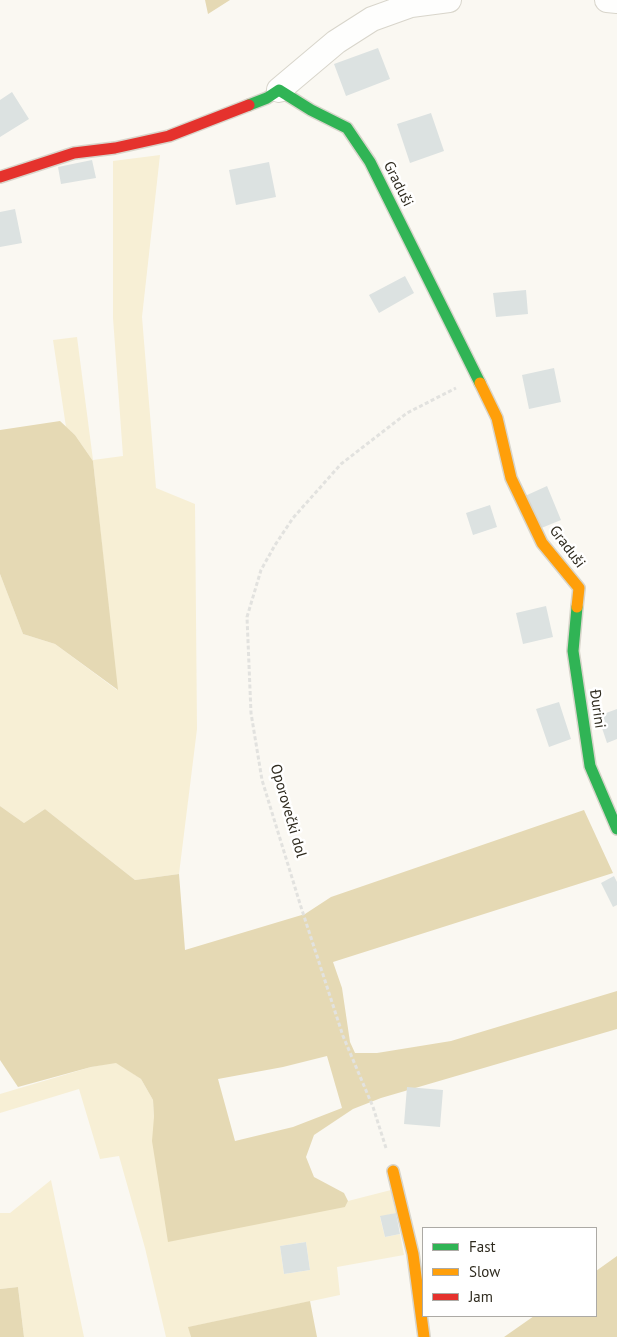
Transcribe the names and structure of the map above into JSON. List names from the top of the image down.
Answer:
{
  "streets": {
    "street": ["Graduši", "Đurini"],
    "path": ["Oporovečki dol"]
  },
  "crossings": [
    ["Graduši", "Đurini"],
    ["Graduši", "Oporovečki dol"]
  ],
  "legend": ["Fast", "Slow", "Jam"]
}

____

**ACTIVITY:** Leaving out the pictures, repeat all the entries exactly as they stand.

**OUTPUT:**
Transcribe the names and structure of the map above into JSON. List names from the top of the image down.
Answer:
{
  "streets": {
    "street": ["Graduši", "Đurini"],
    "path": ["Oporovečki dol"]
  },
  "crossings": [
    ["Graduši", "Đurini"],
    ["Graduši", "Oporovečki dol"]
  ],
  "legend": ["Fast", "Slow", "Jam"]
}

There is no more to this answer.